┌────────

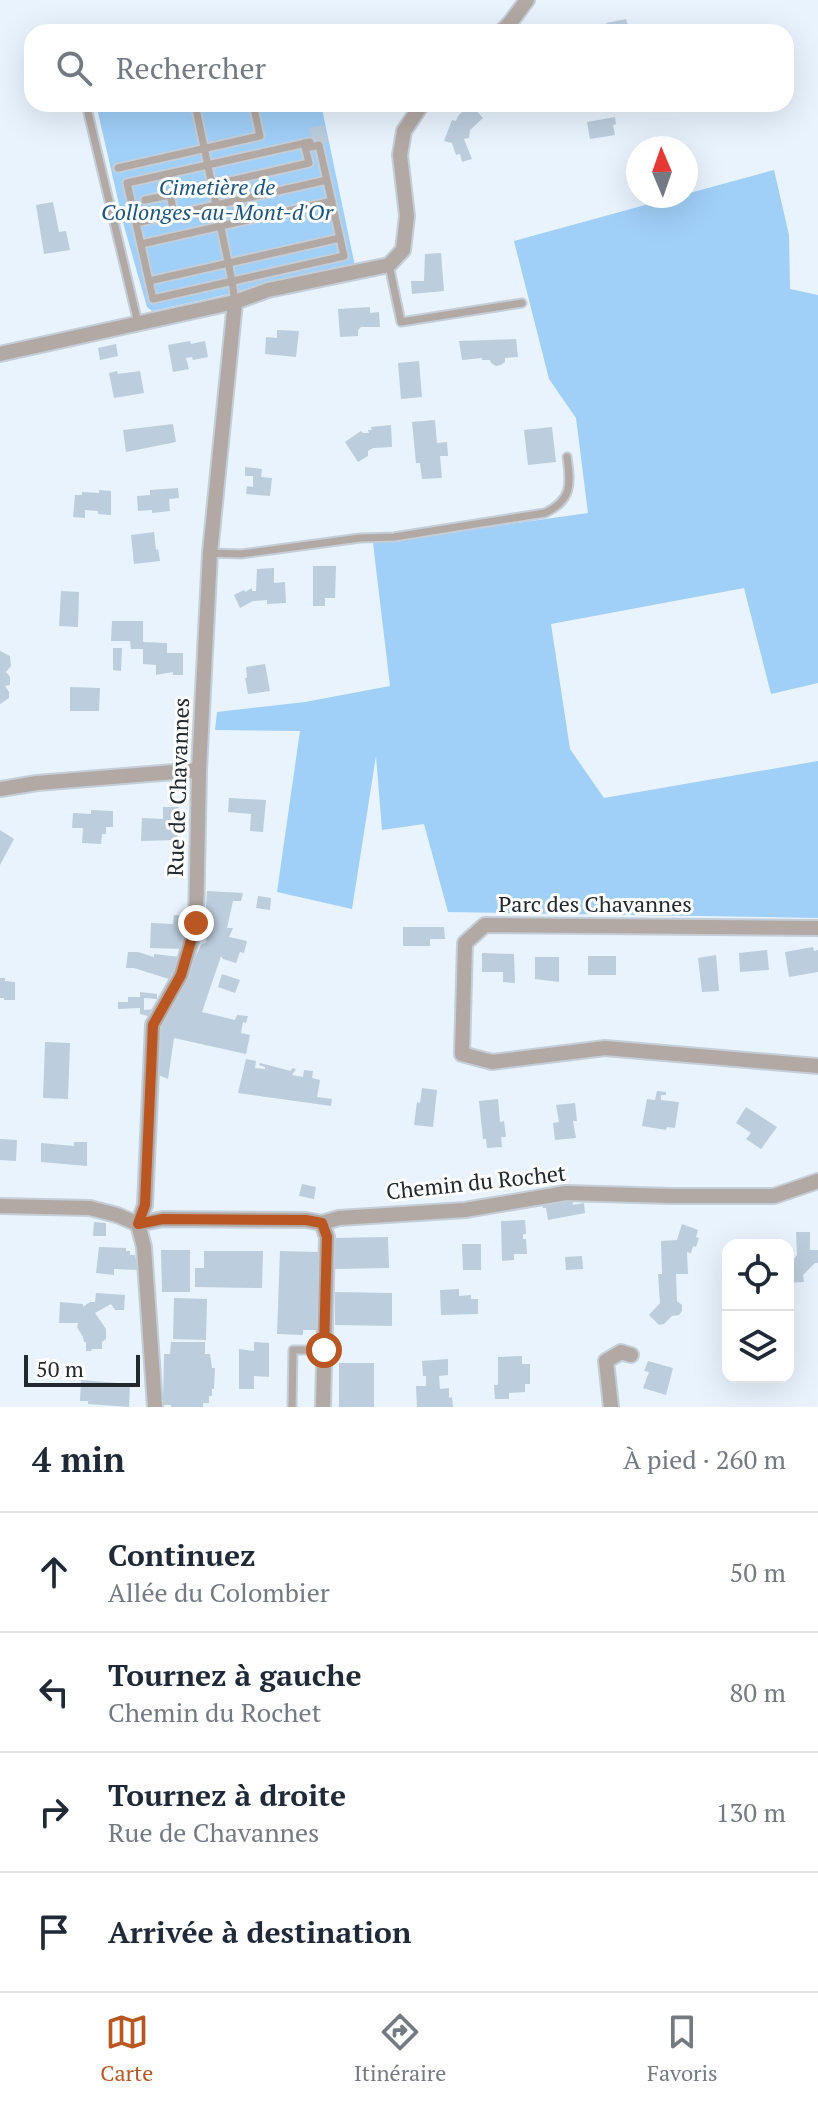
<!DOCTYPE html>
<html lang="fr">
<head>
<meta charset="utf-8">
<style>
  :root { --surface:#fff; --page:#f2f2f3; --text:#1f2937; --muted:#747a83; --line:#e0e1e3; --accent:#ba5621 }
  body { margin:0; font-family:"PT Serif",serif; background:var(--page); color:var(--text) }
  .controls { position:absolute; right:24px; bottom:24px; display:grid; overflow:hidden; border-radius:16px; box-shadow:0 8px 32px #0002 }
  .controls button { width:72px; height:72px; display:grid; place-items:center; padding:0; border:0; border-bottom:2px solid var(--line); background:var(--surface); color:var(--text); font:40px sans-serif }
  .compass { position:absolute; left:626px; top:136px; width:72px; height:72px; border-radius:50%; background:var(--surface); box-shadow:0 8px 32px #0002; rotate:358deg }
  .scale { position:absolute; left:24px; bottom:20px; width:116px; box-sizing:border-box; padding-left:8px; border:4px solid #21282e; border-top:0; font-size:22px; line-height:28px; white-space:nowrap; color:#21282e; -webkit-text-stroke:6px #fff; paint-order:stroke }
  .stop { position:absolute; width:24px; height:24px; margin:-18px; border:6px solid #ba5621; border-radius:50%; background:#fff }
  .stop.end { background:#ba5621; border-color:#fff; box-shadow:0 2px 8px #0008 }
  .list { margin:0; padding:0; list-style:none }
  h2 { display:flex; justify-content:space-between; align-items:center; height:104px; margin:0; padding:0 32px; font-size:34px }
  h2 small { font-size:26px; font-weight:400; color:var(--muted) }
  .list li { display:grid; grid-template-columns:52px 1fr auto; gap:24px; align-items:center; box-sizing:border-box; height:120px; padding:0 32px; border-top:2px solid var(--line) }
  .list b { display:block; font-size:30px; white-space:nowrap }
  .list p { margin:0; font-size:26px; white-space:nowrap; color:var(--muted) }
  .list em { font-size:26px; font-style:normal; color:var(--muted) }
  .icon { flex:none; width:44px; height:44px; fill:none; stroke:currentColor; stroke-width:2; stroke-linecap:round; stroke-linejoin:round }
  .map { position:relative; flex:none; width:818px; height:1407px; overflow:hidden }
  .search { position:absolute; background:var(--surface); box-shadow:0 8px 32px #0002; left:24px; right:24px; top:24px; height:88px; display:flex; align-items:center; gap:20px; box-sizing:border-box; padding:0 28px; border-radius:24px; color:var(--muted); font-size:30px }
  .sheet { height:584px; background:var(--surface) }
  nav { display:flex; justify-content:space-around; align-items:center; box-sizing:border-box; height:112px; border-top:2px solid var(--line); background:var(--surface); font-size:22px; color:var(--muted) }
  nav a { display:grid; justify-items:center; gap:4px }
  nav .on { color:var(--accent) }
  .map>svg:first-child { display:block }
</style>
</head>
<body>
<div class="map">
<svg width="818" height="1407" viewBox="0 0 818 1407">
  <rect width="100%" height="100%" fill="#e8f3fd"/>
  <!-- green -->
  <g fill="#a0cff8">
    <polygon points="96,104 321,104 355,266 152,311 147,307 124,226"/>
    <polygon points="774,170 789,235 790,289 818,295 818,683 771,694 744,588 551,624 570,749 604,798 818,761 818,918 448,912 424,824 382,830 376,756 352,909 277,892 300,731 215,730 217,712 305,702 390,686 373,543 588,513 576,418 549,379 514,241 678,196 686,196 686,194"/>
  </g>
  <!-- building -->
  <g fill="#bccddd">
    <polygon points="626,19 630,32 609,32 606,23"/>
    <polygon points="470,104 483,118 470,130 469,138 464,139 472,159 462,162 460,154 456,155 452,143 444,141 452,120 456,121 458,116"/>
    <polygon points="615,117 616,124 613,125 615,135 590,139 587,122"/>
    <polygon points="324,125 328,142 313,145 309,128"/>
    <polygon points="53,202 59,232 66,231 70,250 44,254 36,205"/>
    <polygon points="441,253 444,291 412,294 411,281 424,281 425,254"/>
    <polygon points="370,307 370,313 379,312 380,327 361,327 358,330 358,336 340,337 338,309"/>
    <polygon points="277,330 299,331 296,357 265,354 266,337 277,338"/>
    <polygon points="516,339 518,357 505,358 505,362 501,365 496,366 491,363 490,360 482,360 482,358 462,360 459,341"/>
    <polygon points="190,341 191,344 205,341 208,357 193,360 192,357 186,358 189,369 173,372 168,345"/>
    <polygon points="116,344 118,356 100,360 98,348"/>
    <polygon points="419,361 422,397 401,399 398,363"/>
    <polygon points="117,371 118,374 140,371 144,393 114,398 109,373"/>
    <polygon points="435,420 437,443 447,442 448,456 440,456 442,478 422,479 420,463 416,463 412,422"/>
    <polygon points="173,424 176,442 126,452 123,430"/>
    <polygon points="391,425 392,447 373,448 368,451 368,456 358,462 345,442 361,431 363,433 369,433 368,430 372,430 371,427"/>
    <polygon points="552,427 556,462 528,465 524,430"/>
    <polygon points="245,467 262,469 261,477 272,478 270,496 246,494 247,486 253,487 253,476 245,476"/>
    <polygon points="178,488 179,498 169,499 170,511 152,513 152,510 138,511 137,496 150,495 150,490"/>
    <polygon points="99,490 111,491 111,515 98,514 98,511 85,510 85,518 73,517 75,495 82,495 82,492 99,493"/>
    <polygon points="154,532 156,550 158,549 160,561 134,564 131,535"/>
    <polygon points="313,566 336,566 335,598 325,598 325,606 313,606"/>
    <polygon points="274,568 274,583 285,582 286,603 267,604 267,600 253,601 240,608 234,595 244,590 245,592 252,588 252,591 256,591 257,569"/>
    <polygon points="61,591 79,592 78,627 59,626"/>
    <polygon points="112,621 143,621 143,642 167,643 167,653 183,653 183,675 173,675 173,672 156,675 156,665 143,664 143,649 131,649 130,641 111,641"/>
    <polygon points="113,648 122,648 121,671 113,670"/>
    <polygon points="0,651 10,656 11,666 6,672 10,677 10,685 5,686 9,692 9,698 0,704"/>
    <polygon points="265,664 270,691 248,694 245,678 247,678 246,667"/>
    <polygon points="70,687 100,688 99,711 70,711"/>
    <polygon points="229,798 266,800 263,832 250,831 251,814 228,812"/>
    <polygon points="163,807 179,807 178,840 141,841 142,818 163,819"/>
    <polygon points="91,810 113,811 113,827 106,827 106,834 102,834 101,844 82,843 83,828 72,828 73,813 91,814"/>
    <polygon points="0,830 14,839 0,865"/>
    <polygon points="207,891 243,893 241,901 233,901 227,928 233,928 229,937 247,941 244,953 240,952 236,963 223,959 221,956 202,1012 235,1020 237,1015 248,1016 246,1023 243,1022 241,1033 250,1035 246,1054 174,1038 168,1079 156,1074 158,1035 167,1010 174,1002 201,945 206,942 209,923 205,922"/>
    <polygon points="258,896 271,898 270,910 256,908"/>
    <polygon points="174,915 190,916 183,949 150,948 151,923 173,924"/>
    <polygon points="403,927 444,927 445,939 430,939 430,946 403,946"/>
    <polygon points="813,947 814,951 818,950 818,972 789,977 785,952"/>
    <polygon points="767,950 769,970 740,972 739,953"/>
    <polygon points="128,952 138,952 154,957 154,954 180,957 172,980 134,968 126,968"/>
    <polygon points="482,953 514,954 515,983 503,982 503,972 482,972"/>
    <polygon points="716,955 719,991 702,992 698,958"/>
    <rect x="588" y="956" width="28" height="19"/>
    <polygon points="535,957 559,957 559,982 535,979"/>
    <polygon points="222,974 240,980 235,993 218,987"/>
    <polygon points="0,978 5,978 5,981 15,982 15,1000 4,1000 4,998 0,998"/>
    <polygon points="140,992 157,994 157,999 144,998 144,1010 156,1009 152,1017 140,1014 140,1008 118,1009 118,1002 128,1002 128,997 140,997"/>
    <polygon points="45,1042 70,1043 68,1099 43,1098"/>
    <polygon points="246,1059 256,1061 255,1068 265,1069 265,1067 259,1065 260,1063 291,1071 292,1068 296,1069 292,1075 303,1077 304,1070 313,1071 312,1078 320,1080 317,1097 332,1099 331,1106 238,1093"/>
    <polygon points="422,1088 437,1090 433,1127 414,1125 417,1102 420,1103"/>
    <polygon points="657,1091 666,1092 666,1095 661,1095 661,1100 679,1102 675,1128 667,1127 666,1130 642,1126 647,1099 655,1100"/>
    <polygon points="498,1099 500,1122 504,1121 506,1137 501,1137 502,1147 487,1148 486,1139 483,1139 479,1101"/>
    <polygon points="575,1103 577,1121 573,1121 576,1138 555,1140 553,1123 559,1122 556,1105"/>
    <polygon points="746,1107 777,1127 761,1149 746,1139 751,1133 736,1123"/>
    <polygon points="0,1139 17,1140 16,1161 0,1160"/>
    <polygon points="74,1142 87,1142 87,1166 41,1162 41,1143 74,1146"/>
    <polygon points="302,1184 316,1187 314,1199 299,1196"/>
    <polygon points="572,1198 573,1205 584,1203 585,1213 548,1220 546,1208 543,1208 542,1204"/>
    <polygon points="525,1220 526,1234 523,1234 523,1239 526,1239 527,1254 514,1254 514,1260 502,1261 501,1221"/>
    <polygon points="94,1222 106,1223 106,1236 93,1236"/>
    <polygon points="682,1224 698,1230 696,1237 699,1238 696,1247 693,1246 691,1253 687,1252 688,1274 676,1274 677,1301 682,1305 682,1311 679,1315 672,1316 664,1324 659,1325 649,1315 660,1303 658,1274 662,1274 661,1241 677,1240"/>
    <polygon points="796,1232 810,1232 810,1250 818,1250 818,1263 815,1263 803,1275 804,1282 788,1283 788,1261 792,1261 797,1255"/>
    <polygon points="388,1237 389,1268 335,1269 334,1238"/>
    <polygon points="462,1244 481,1244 481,1270 463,1270"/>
    <polygon points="99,1247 126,1248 126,1251 130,1251 130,1255 135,1255 138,1270 114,1269 114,1275 96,1273"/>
    <polygon points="161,1250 190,1250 190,1292 162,1292"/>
    <polygon points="204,1251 263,1251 262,1288 195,1287 195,1268 204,1268"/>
    <polygon points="280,1251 319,1252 316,1330 303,1330 303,1335 277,1334"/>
    <polygon points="582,1256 583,1269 566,1270 565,1257"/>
    <polygon points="459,1289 459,1296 471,1295 471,1299 478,1299 478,1314 441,1315 440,1290"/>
    <polygon points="335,1292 392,1293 392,1326 335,1325"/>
    <polygon points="96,1293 125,1295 124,1310 115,1310 111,1304 95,1313 106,1329 106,1339 102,1342 102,1349 92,1349 91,1351 86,1351 86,1342 84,1342 83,1337 77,1327 78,1323 59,1323 60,1302 83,1304 83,1307 90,1302 95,1302"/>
    <polygon points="174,1298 207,1299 206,1340 173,1339"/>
    <polygon points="171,1342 205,1342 205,1354 210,1354 212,1368 215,1368 214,1389 212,1389 212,1396 209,1396 209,1403 203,1403 203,1407 171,1407 171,1405 163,1405 164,1354 170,1354"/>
    <polygon points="254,1342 269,1343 269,1377 254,1376 254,1389 239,1389 239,1349 254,1351"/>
    <polygon points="522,1356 522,1364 530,1364 530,1384 525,1384 525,1392 509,1393 509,1399 495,1399 494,1385 498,1385 498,1357"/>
    <polygon points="448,1359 448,1375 439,1376 440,1389 449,1388 449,1398 452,1397 453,1407 417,1407 416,1386 426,1386 426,1376 423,1376 422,1361"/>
    <polygon points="648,1361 673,1368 666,1395 643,1388 649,1372 644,1371"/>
    <rect x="339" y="1363" width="35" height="44"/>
    <polygon points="81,1380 130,1384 129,1407 88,1404 88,1401 80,1401"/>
  </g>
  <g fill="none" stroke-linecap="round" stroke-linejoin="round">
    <defs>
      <g id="lane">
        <polyline points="86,104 138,323"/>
        <polyline points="195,104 232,281 235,302"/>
        <polyline points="118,168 260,136 253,104"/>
        <polyline points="212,185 309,163 304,143"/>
        <polyline points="170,195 200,188"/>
        <polyline points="145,200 170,195 174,214"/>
        <polyline points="136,223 127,183 310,142 311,147 319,145 344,256 153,299 136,223 327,180"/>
        <polyline points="141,244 332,201"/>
        <polyline points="389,265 401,322 522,303"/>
        <polyline points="149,281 340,238"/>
        <path d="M210,553l31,1 119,-16 34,-1 151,-24c27,-13 26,-28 22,-56"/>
        <polyline points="292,1407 293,1350 324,1350"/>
      </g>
      <g id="street">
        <polyline points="501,32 510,23 527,0"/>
        <polyline points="0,354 235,302 268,290 389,265 403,250 407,216 400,155 404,131 422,104"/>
        <polyline points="0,789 37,783 199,770"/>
        <polyline points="818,928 485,925 465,943 462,1054 492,1062 605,1048 818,1066"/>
        <polyline points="0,1206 90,1208 117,1215 138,1224"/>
        <polyline points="322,1223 327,1237 323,1407"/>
        <polyline points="138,1224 163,1219 306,1220 322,1223 339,1218 465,1210 566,1193 672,1196 774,1196 818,1181"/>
        <polyline points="155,1407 144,1247 138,1224 145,1205 153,1025 181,975 196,923 199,770 210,553 235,302"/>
        <polyline points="611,1407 606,1361 621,1352 631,1355"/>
      </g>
    </defs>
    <!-- lane casing -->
    <use href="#lane" stroke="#c4ced8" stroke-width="11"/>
    <!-- street casing -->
    <use href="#street" stroke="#c4ced8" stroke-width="18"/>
    <!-- lane -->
    <use href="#lane" stroke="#b2a8a4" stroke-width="7"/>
    <!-- street -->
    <use href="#street" stroke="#b2a8a4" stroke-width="14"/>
  </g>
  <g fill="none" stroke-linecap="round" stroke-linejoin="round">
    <!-- route -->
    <polyline stroke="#ba5621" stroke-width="10" points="196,923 181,975 153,1025 145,1205 138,1224 163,1219 306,1220 322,1223 327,1237 324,1350"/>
  </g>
  <g text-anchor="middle" stroke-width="6" stroke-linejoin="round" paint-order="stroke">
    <!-- park labels -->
    <g font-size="22" font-style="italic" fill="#1a5481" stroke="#fff">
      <text x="217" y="195">Cimetière de<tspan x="217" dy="25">Collonges-au-Mont-d'Or</tspan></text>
    </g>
    <!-- street labels -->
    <g font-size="22" fill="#21282e" stroke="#fff">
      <text transform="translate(178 787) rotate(-88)" y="8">Rue de Chavannes</text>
      <text x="595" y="912">Parc des Chavannes</text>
      <text transform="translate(476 1182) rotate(-6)" y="8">Chemin du Rochet</text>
    </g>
  </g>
</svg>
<div class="controls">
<button><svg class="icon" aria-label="locate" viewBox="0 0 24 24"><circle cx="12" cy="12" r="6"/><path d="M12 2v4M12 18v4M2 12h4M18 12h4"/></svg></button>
<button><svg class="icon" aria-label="layers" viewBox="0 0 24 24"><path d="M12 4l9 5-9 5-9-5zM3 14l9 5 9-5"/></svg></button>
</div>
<svg class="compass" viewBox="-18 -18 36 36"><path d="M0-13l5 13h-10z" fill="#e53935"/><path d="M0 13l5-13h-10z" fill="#747a83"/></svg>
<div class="scale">50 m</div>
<div class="stop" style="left:324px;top:1350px"></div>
<div class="stop end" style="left:196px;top:923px"></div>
<div class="search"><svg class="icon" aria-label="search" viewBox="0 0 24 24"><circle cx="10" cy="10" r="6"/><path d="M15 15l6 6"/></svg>Rechercher</div>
</div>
<section class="sheet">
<h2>4 min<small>À pied · 260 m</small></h2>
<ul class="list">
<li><svg class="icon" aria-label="ahead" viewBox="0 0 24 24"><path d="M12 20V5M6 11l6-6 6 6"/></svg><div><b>Continuez</b><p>Allée du Colombier</p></div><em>50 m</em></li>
<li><svg class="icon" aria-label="left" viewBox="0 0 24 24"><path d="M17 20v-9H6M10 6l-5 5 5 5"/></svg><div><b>Tournez à gauche</b><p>Chemin du Rochet</p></div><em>80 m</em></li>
<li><svg class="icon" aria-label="right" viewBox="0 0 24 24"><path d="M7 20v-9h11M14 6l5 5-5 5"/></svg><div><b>Tournez à droite</b><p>Rue de Chavannes</p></div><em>130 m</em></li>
<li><svg class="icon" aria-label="arrive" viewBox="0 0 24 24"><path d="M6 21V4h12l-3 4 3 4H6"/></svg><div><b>Arrivée à destination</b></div></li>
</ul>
</section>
<nav>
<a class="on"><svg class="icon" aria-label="map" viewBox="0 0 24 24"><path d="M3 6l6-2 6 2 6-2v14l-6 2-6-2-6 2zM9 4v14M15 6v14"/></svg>Carte</a>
<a><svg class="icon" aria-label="directions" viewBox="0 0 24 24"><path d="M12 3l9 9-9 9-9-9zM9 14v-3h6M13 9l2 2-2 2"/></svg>Itinéraire</a>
<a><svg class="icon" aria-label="saved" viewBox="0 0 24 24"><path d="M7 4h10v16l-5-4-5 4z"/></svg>Favoris</a>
</nav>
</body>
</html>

└────────

EXERCISE BRIEF:
Nothing but lines that contain "compass" should appear in the answer. Copy each from the records.

YOUR SOLUTION:
  .compass { position:absolute; left:626px; top:136px; width:72px; height:72px; border-radius:50%; background:var(--surface); box-shadow:0 8px 32px #0002; rotate:358deg }
<svg class="compass" viewBox="-18 -18 36 36"><path d="M0-13l5 13h-10z" fill="#e53935"/><path d="M0 13l5-13h-10z" fill="#747a83"/></svg>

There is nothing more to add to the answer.